Train a decision forest model to predict surface reflectivity of streets

December 2, 2019
Train a decision forest regression model to predict street albedo using band values (Red, green, blue, NIR) from NAIP imagery as input.
**Input Data:** Training/validation: - measured or known albedo values of specific materials/sites at specific times. We collected pavement albedo measurements from City of Los Angeles, Federal Highway Administration Albedo Study. Currently we have known albedo values associated with specific measurement or installation dates for over 30,000 unique roofs or pavement location in approximately 45 US states. Overall, 2294 pavement samples were used as input for the pavement model. The samples were selected in a way to have a more diverse and balanced training data. - geometries of features of interest.
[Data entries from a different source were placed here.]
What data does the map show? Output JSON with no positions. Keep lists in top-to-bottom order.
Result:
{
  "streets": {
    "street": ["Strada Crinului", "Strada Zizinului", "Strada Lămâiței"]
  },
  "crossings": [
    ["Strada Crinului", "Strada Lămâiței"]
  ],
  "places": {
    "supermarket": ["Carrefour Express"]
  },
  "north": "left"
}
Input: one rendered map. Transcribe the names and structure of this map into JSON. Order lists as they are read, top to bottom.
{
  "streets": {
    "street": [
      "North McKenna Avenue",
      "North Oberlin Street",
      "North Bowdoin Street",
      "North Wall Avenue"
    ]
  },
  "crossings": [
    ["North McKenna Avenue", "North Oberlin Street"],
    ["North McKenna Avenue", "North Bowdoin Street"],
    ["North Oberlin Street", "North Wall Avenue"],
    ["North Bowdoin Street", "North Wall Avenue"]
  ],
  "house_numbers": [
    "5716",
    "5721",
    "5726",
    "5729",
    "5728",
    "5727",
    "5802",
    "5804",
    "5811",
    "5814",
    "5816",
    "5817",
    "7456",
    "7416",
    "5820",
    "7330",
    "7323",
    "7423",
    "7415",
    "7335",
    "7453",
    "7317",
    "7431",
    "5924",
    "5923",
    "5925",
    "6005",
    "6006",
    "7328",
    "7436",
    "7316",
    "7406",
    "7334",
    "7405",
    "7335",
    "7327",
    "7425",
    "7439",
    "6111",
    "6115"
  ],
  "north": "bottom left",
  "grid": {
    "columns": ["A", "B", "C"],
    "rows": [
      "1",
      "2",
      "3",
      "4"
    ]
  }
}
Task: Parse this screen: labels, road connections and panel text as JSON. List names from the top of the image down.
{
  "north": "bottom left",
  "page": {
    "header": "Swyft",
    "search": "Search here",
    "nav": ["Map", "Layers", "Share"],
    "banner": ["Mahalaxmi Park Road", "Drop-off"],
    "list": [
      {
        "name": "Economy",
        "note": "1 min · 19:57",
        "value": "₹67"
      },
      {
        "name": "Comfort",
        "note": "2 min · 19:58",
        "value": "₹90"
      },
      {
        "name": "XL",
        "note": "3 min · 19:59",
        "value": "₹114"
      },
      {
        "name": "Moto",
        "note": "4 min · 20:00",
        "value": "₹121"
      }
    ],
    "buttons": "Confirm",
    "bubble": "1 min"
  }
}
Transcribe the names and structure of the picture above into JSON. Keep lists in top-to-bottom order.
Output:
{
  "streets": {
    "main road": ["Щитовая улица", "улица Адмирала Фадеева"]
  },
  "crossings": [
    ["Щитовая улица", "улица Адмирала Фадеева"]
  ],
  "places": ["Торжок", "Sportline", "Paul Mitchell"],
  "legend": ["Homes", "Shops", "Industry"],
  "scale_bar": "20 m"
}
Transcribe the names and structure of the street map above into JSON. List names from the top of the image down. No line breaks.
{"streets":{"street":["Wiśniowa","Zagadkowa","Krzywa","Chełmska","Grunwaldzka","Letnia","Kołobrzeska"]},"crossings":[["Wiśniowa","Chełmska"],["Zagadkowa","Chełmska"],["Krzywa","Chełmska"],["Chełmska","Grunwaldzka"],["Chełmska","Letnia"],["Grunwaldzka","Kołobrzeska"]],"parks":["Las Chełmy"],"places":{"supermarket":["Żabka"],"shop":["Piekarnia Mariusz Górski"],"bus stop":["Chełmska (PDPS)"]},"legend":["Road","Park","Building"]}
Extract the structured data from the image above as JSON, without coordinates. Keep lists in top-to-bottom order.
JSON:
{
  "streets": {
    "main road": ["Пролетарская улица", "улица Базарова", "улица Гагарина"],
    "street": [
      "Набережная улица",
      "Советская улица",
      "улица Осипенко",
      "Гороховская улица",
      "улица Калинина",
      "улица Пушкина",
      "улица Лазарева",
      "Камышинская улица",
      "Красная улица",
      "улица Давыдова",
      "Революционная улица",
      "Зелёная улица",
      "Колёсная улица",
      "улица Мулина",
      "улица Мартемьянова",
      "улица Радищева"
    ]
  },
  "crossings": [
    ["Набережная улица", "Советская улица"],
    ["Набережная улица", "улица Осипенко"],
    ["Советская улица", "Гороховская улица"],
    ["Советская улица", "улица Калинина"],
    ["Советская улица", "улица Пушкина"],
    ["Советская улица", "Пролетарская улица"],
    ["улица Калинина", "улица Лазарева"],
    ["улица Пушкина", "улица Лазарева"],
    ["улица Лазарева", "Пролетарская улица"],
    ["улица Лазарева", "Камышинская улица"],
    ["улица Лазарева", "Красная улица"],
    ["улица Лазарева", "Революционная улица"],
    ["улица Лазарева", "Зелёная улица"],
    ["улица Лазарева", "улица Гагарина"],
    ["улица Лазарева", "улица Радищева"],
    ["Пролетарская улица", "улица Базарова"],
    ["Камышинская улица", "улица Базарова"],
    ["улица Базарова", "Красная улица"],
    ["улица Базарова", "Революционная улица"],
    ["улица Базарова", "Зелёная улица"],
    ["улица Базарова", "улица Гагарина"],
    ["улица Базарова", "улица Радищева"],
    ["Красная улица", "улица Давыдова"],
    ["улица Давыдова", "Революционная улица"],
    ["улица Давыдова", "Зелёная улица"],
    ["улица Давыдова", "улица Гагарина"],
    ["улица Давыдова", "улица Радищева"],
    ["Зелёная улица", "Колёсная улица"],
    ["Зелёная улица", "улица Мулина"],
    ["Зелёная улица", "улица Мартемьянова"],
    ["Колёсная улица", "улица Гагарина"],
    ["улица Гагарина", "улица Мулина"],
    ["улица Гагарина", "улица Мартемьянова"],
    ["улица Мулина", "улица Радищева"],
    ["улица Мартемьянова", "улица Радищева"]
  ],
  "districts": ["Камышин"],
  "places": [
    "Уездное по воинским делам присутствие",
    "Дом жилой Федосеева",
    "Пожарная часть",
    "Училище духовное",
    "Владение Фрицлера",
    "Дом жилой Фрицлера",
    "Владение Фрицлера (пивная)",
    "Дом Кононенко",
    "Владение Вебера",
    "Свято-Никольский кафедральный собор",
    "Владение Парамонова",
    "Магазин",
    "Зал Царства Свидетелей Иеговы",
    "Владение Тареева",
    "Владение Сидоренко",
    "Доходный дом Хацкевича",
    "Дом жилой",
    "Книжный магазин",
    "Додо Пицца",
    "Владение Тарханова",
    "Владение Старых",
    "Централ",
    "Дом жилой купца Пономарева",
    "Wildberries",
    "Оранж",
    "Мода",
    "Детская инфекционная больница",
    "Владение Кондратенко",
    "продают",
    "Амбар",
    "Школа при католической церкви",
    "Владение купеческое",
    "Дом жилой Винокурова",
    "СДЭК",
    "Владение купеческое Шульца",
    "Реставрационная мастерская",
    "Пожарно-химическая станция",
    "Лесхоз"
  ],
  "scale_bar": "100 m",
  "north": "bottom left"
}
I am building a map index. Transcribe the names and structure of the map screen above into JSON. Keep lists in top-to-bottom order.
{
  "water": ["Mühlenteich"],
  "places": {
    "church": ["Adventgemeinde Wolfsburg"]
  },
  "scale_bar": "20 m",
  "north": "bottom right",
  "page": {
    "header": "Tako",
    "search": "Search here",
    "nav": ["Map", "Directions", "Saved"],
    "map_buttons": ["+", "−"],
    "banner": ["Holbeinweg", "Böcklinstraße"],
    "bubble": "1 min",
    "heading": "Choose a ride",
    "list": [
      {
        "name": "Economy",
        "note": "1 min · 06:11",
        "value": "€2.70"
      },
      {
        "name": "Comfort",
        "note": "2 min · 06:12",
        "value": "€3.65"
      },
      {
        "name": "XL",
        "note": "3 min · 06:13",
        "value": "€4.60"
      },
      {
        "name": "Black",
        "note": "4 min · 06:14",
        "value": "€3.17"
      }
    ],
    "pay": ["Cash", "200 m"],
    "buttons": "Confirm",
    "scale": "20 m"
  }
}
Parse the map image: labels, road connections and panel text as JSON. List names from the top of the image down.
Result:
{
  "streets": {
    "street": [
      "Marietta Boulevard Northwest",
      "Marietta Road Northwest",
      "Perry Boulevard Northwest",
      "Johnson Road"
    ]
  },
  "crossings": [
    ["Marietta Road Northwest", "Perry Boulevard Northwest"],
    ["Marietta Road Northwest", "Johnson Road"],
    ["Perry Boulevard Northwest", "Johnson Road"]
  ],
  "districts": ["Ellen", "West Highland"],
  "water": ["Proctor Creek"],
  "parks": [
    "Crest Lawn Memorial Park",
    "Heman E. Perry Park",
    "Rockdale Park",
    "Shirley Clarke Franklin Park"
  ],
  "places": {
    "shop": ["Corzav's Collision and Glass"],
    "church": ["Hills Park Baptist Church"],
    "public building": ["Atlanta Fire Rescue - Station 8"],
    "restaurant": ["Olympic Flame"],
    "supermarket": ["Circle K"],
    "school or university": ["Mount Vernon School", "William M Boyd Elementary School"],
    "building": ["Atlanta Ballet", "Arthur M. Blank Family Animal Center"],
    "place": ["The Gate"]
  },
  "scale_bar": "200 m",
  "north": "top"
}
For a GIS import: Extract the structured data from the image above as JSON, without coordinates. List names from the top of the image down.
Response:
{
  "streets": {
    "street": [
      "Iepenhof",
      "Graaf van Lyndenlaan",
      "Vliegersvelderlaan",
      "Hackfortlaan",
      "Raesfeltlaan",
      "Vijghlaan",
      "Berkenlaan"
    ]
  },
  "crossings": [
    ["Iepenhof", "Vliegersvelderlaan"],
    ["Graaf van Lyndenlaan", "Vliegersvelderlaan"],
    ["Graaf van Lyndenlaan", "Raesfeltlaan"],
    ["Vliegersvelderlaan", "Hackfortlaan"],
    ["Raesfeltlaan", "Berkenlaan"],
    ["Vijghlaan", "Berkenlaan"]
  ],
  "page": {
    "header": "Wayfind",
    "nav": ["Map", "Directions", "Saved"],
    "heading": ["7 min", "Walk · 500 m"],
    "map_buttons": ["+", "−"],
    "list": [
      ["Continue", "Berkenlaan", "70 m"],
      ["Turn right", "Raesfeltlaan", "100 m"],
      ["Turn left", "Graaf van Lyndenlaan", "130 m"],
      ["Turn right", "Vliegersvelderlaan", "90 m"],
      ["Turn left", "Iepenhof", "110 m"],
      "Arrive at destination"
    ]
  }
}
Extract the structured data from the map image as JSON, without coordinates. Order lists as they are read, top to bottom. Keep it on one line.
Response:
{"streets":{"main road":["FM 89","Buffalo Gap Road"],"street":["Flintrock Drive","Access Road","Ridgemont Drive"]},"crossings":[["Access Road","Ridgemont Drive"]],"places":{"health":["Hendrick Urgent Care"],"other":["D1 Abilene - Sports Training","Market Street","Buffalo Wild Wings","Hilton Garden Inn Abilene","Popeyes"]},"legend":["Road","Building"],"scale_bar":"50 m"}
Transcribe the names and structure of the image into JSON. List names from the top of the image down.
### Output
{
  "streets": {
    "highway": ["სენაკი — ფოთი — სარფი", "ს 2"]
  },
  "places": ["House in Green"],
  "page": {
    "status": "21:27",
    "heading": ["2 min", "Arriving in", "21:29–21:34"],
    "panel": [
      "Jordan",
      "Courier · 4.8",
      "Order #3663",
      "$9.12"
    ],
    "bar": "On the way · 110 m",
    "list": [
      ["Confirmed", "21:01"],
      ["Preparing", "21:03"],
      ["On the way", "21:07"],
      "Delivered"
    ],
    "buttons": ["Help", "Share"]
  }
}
For streets, official street centerline from LA city government was used for LA and OSM street data was used for other cities. - high-resolution four-band imagery of training sites from within 6-months of site measurement. National Agriculture Imagery Program (NAIP) was used as the source of imagery which has 1m resolution. In summary, the input data consist of 2294 rows. Each row contain 5 columns. "norm_red_mean", "norm_green_mean", "norm_blue_mean" and "norm_nir_mean" are the main inputs and represent preprocessed, normalized mean band values calculated from 20 random pixels within a roof. Each of the 2294 street entries are associated with an expected albedo value which will be used to train the model. **Data processing:** The data is split with a 70/30 ratio. 70% data will be used for training and the remaining 30% will be used for validation. **Model description:** Decision forest regression algorithm was used to train the model. The model was tuned to find the optimum parameter settings. **Results and evaluation of model performance:** The model is scored and evaluated on the validation data. The "Scored Label Mean" column from the "Score Model" module represent estimated mean reflectivity (unitless albedo, 0-1) for each street. The output from the "Evaluate Model" shows that the model performs well with a coefficient of determination score of 0.990903.